Explanatory Styles

In life, it is impossible to avoid sad, depressing, or heartbreaking situations. We learned in class that your mood and mental state can depend heavily on the way in which we explain the events that have occurred. For example, when I was younger, I used to blame my low grades on myself. I used to think I did poorly on homework and tests because I was lazy and didn’t want to do the work to prepare for those things. I internalized my poor grades and told myself that I would always be that lazy. Because of this internal and stable explanatory style, I got to the point where I would not even get out of bed to face the day because I had convinced myself I was a lazy failure. However, in high school, I became involved in sports, which, of course, is not something a lazy person did. I stopped thinking of myself as lazy, and started doing better in school. I did well enough (obviously) to get into Penn State.

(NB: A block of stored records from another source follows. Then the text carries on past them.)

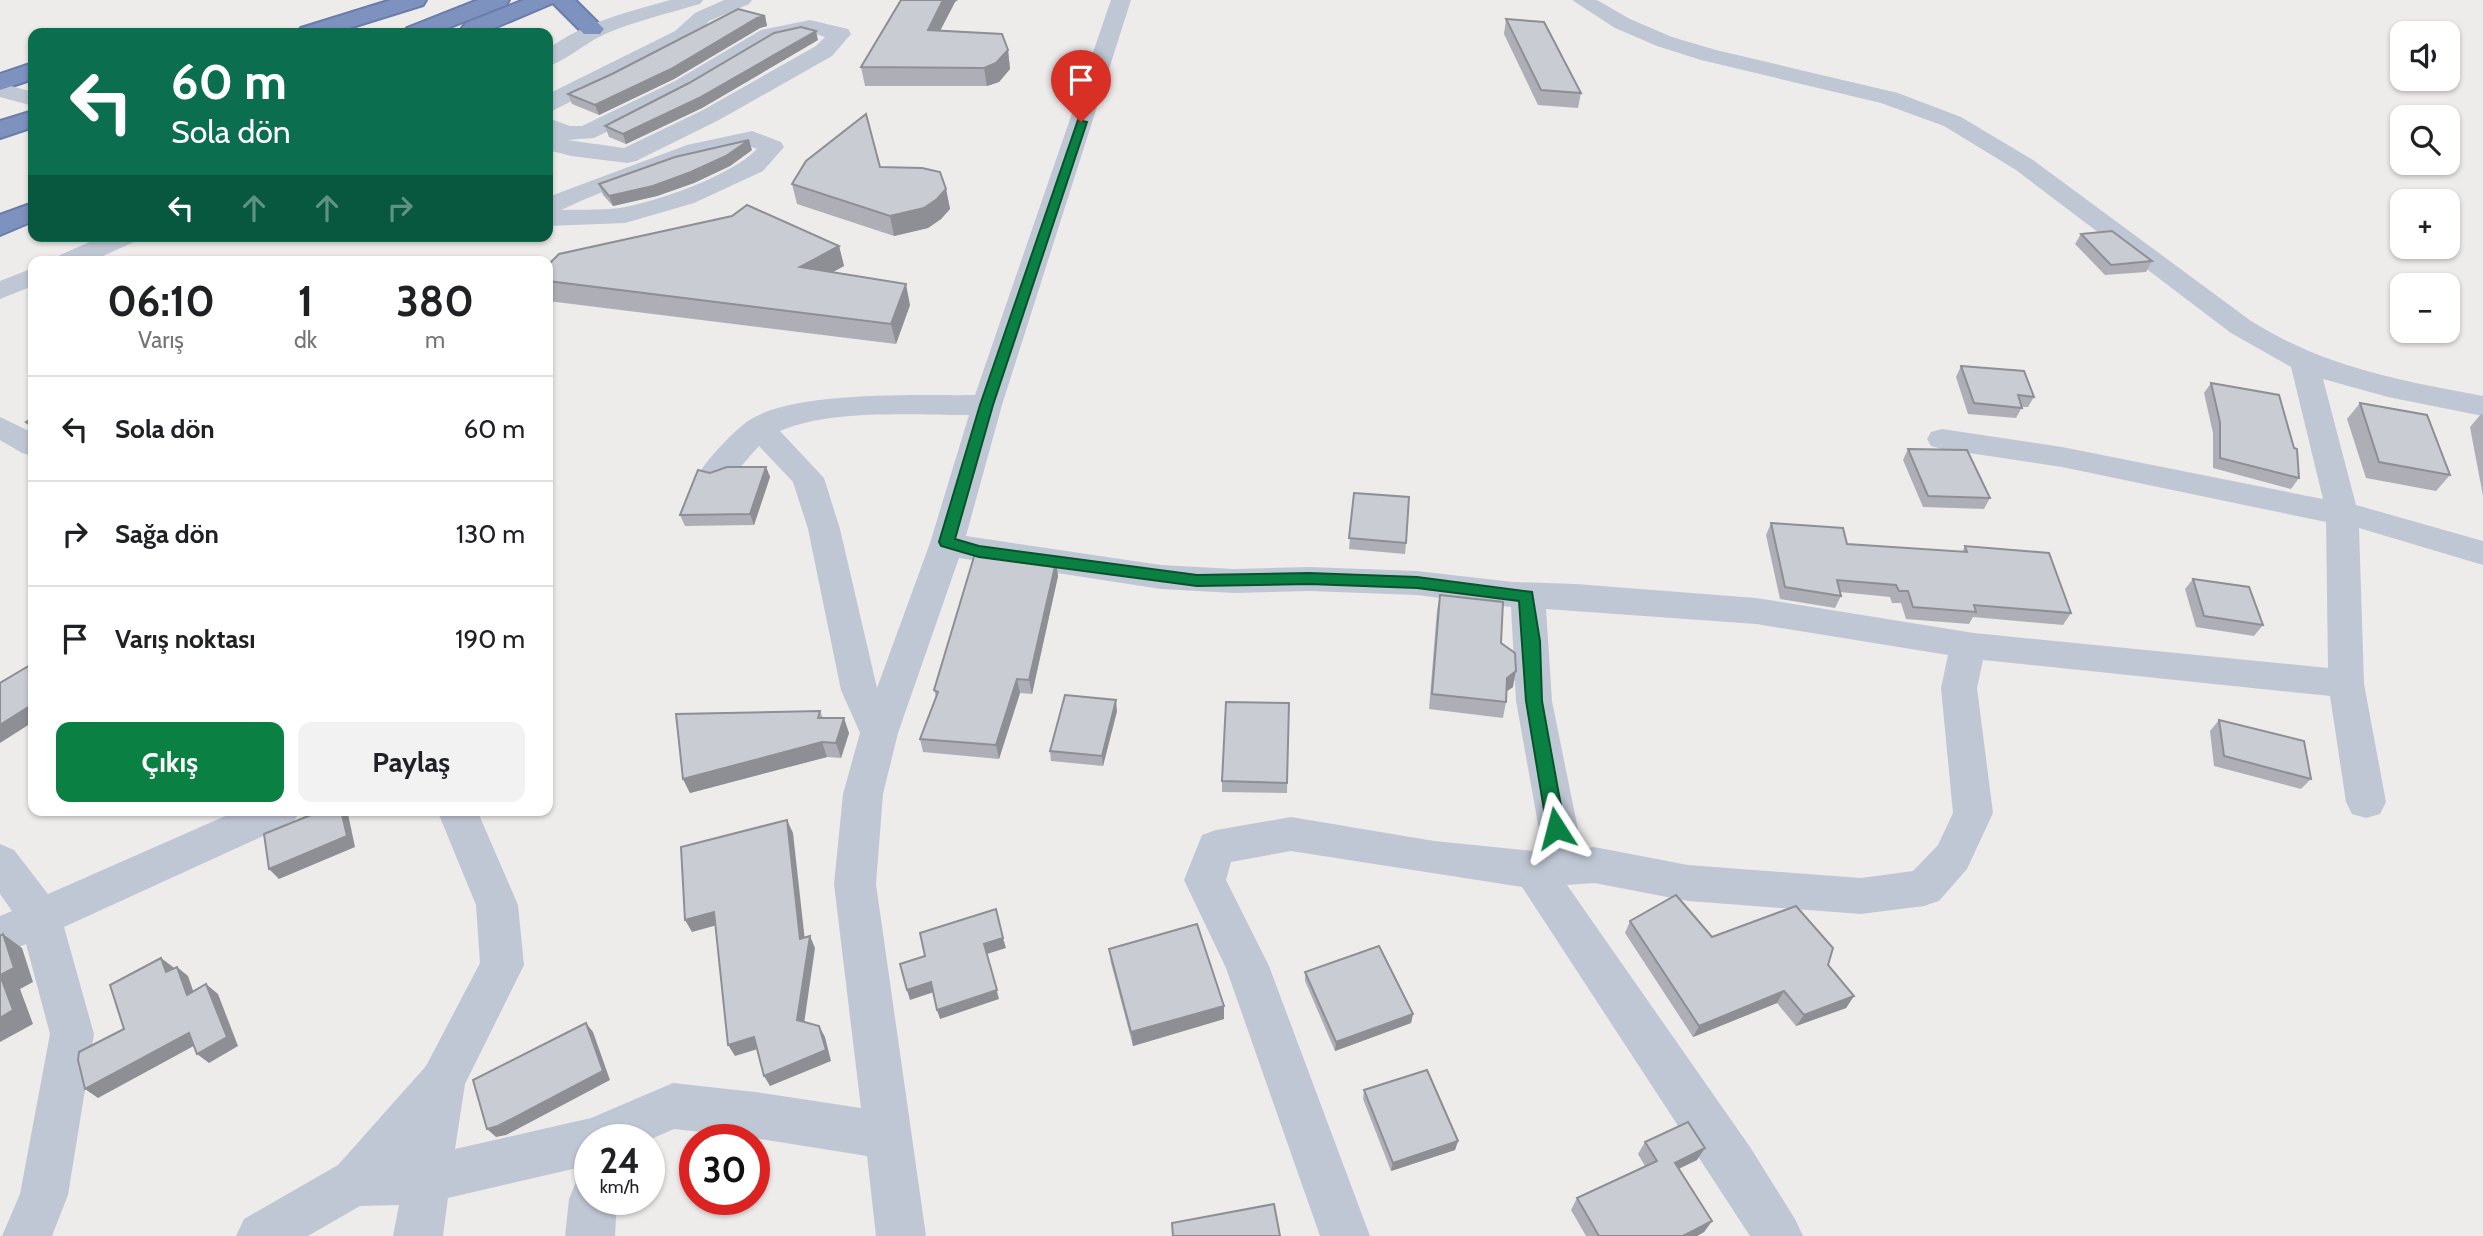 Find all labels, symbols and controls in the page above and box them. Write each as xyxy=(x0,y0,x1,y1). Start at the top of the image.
map controls xyxy=(2390,21,2460,343)
button: sound xyxy=(2390,21,2460,91)
pin xyxy=(1051,50,1111,122)
text: 60 m xyxy=(171,52,287,111)
icon: left xyxy=(56,56,147,147)
icon: arrive xyxy=(1062,61,1100,99)
button: search xyxy=(2390,105,2460,175)
text: Sola dön xyxy=(171,112,291,151)
icon: left xyxy=(162,189,200,227)
icon: ahead xyxy=(235,189,273,227)
icon: ahead xyxy=(308,189,346,227)
icon: right xyxy=(381,189,419,227)
button: + xyxy=(2390,189,2460,259)
button: − xyxy=(2390,273,2460,343)
text: 06:10 xyxy=(107,275,215,327)
text: 1 xyxy=(298,275,313,327)
text: 380 xyxy=(396,275,474,327)
text: Varış xyxy=(138,326,184,354)
text: dk xyxy=(294,326,317,354)
text: m xyxy=(425,326,445,354)
icon: left xyxy=(56,410,94,448)
text: Sola dön xyxy=(115,413,215,445)
text: 60 m xyxy=(463,413,525,445)
icon: right xyxy=(56,515,94,553)
text: Sağa dön xyxy=(115,518,219,550)
text: 130 m xyxy=(456,518,525,550)
icon: arrive xyxy=(56,620,94,658)
text: Varış noktası xyxy=(115,623,256,655)
text: 190 m xyxy=(455,623,525,655)
button: Çıkış xyxy=(56,722,284,802)
button: Paylaş xyxy=(298,722,525,802)
position arrow xyxy=(1519,791,1593,865)
speed limit sign: 30 xyxy=(679,1124,770,1215)
text: 24 xyxy=(599,1139,640,1182)
text: km/h xyxy=(600,1176,639,1198)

During my first semester of my freshmen year, I didn’t do as well as I would have hoped. My grades were low and my stress level was very high. I found myself starting to internalize and stabilize my poor school performance. Instead of letting it become a rampant issue, I remembered what I had done in high school, and became involved. I joined a few clubs and even the Penn State Boxing Team. While I’m no longer involved in those specific activities, I do not convince myself that I’ll always be lazy. Becoming involved changed my explanatory style and prevented me from spiraling into a low GPA and depression. Today I’m in my junior year with a great GPA and good job prospects. Even though I’m still a little lazy when it comes to chores and other household activities, it no longer takes a toll on my mental state.